Creamy, indulgent, and rich with the signature caramelized flavor of Biscoff cookies, these easy no‑bake Biscoff cheesecake cups are the ultimate individual desserts. Made with just a handful of ingredients and no oven required, they’re perfect for entertaining, special occasions, or simply satisfying your sweet tooth. Each jar features layers of melted cookie butter, a fluffy cream cheese filling, and a smooth Biscoff topping with a final touch of crushed cookies.

Why You’ll Love This Recipe

  • No baking necessary — great for warm weather or quick prep.

  • Only a few pantry staples required.

  • Perfect make-ahead dessert for guests.

  • Individually portioned for easy serving and presentation.

  • Full of creamy, spiced cookie butter flavor.

  • Elegant but incredibly easy to prepare.

  • Layers offer rich texture contrast: creamy, smooth, and a bit crunchy.

  • Ideal dessert for Biscoff lovers.

  • Customizable with toppings and mix-ins.

  • Can be made in under 15 minutes (plus chilling time).

Ingredients

(Tip: You’ll find the full list of ingredients and measurements in the recipe card below.)

For the Biscoff Base

  • 8 tablespoons smooth Biscoff spread (divided into 2 tablespoons per dessert cup)
    This melted spread creates a rich, flavorful base layer in each jar.

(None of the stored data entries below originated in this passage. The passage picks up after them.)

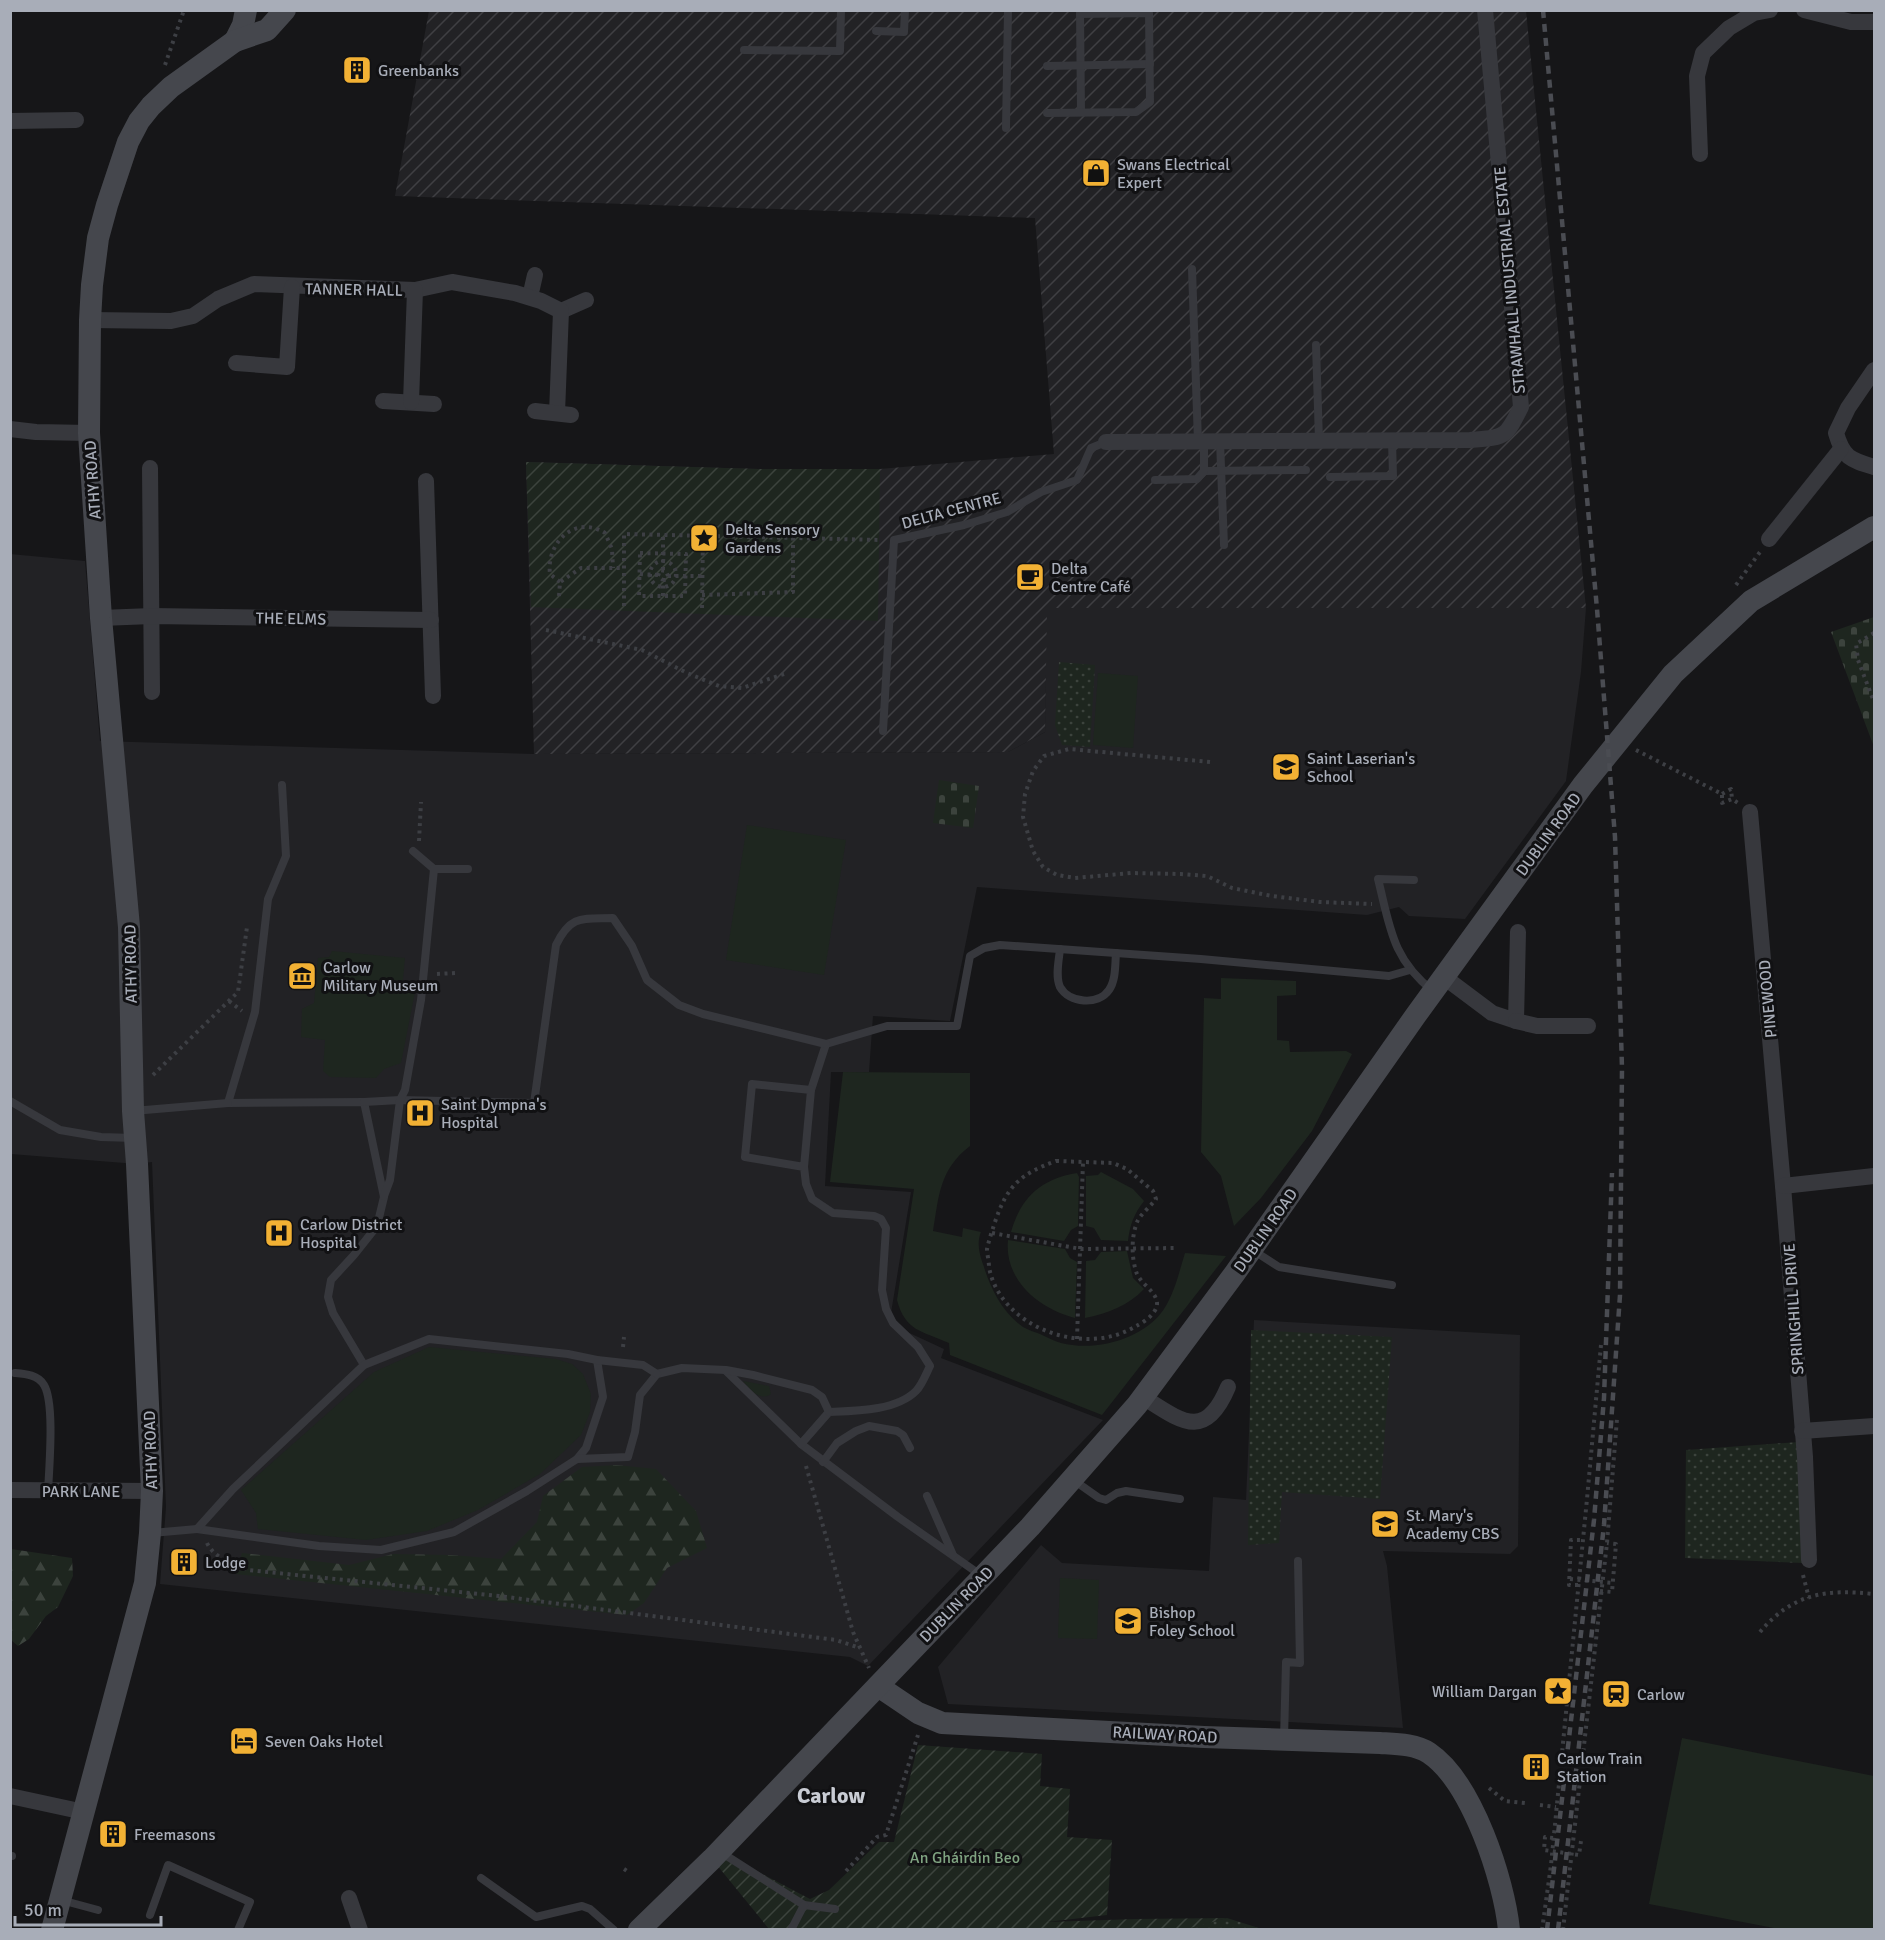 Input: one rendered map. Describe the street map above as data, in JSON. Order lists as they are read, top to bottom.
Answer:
{
  "streets": {
    "main road": ["ATHY ROAD", "DUBLIN ROAD", "RAILWAY ROAD"],
    "street": [
      "STRAWHALL INDUSTRIAL ESTATE",
      "TANNER HALL",
      "THE ELMS",
      "PINEWOOD",
      "SPRINGHILL DRIVE",
      "PARK LANE"
    ],
    "lane": ["DELTA CENTRE"]
  },
  "crossings": [
    ["STRAWHALL INDUSTRIAL ESTATE", "DELTA CENTRE"],
    ["TANNER HALL", "ATHY ROAD"],
    ["ATHY ROAD", "THE ELMS"],
    ["ATHY ROAD", "PARK LANE"],
    ["DUBLIN ROAD", "RAILWAY ROAD"],
    ["PINEWOOD", "SPRINGHILL DRIVE"]
  ],
  "districts": ["Carlow"],
  "parks": ["An Gháirdín Beo"],
  "places": {
    "building": [
      "Greenbanks",
      "Lodge",
      "Carlow Train Station",
      "Freemasons"
    ],
    "shop": ["Swans Electrical Expert"],
    "place": ["Delta Sensory Gardens", "William Dargan"],
    "cafe": ["Delta Centre Café"],
    "school or university": ["Saint Laserian's School", "St. Mary's Academy CBS", "Bishop Foley School"],
    "museum": ["Carlow Military Museum"],
    "hospital": ["Saint Dympna's Hospital", "Carlow District Hospital"],
    "station": ["Carlow"],
    "hotel": ["Seven Oaks Hotel"]
  },
  "scale_bar": "50 m"
}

For the Whipped Biscoff Cheesecake Filling

  • ¾ cup heavy cream (must be at least 33% fat content)
    Whipped to stiff peaks, this provides the light and airy structure of the cheesecake layer.

  • 7 ounces full-fat cream cheese, softened to room temperature
    Delivers the classic cheesecake richness and helps stabilize the filling.

  • ½ cup smooth Biscoff spread
    Blended with the cream cheese for deep cookie butter flavor throughout.

For the Topping

  • 8 to 12 tablespoons smooth Biscoff spread, melted
    This glossy top layer gives each cup a beautiful finish and extra decadence.

  • 6 to 8 Biscoff cookies, crushed
    Adds a bit of crunch and contrast on top before serving.

Directions

  1. Chill the mixing bowl: Place a metal mixing bowl in the freezer for 10 minutes. This helps the cream whip faster and hold its structure.

  2. Whip the cream: Remove the chilled bowl from the freezer, pour in the heavy cream, and whip using a hand mixer. Start on low speed, then increase to medium-high. Beat until stiff peaks form. Set aside.

  3. Make the cheesecake base: In a separate bowl, beat the softened cream cheese with ½ cup of Biscoff spread until the mixture is completely smooth. Don’t overmix, as it can loosen the structure.

  4. Combine cream and filling: Gently fold the whipped cream into the cream cheese and Biscoff mixture in two batches. This keeps the mixture airy and smooth. Chill it while preparing the jars.

  5. Prepare the jars: Melt 8 tablespoons of Biscoff spread until smooth (10–15 seconds in the microwave or over a double boiler). Add 2 tablespoons to the bottom of each dessert jar or cup, swirling slightly to coat the base.

  6. Add the cheesecake filling: Spoon or pipe the whipped cheesecake mixture into each jar on top of the melted Biscoff layer. Leave a bit of room at the top for the final layer.

  7. Top with melted Biscoff: Melt another 8–12 tablespoons of Biscoff spread. Spoon 2–3 tablespoons over each cheesecake layer, letting it settle into a smooth, glossy finish.

  8. Chill: Place the jars in the refrigerator for at least 1 hour to allow the layers to set.

  9. Garnish and serve: Before serving, sprinkle crushed Biscoff cookies on top. Optionally, drizzle with more melted Biscoff spread for an elegant finish.

Servings and timing

  • Servings: Makes 4 individual dessert cups (using approximately 220 ml / 7.4 oz jars)

  • Prep time: 10 minutes

  • Chill time: 1 hour

  • Total time: 1 hour 10 minutes

Variations

  • Crunchy Base Alternative: Replace the melted Biscoff base with a layer of crushed Biscoff cookies mixed with melted butter for a textured crust.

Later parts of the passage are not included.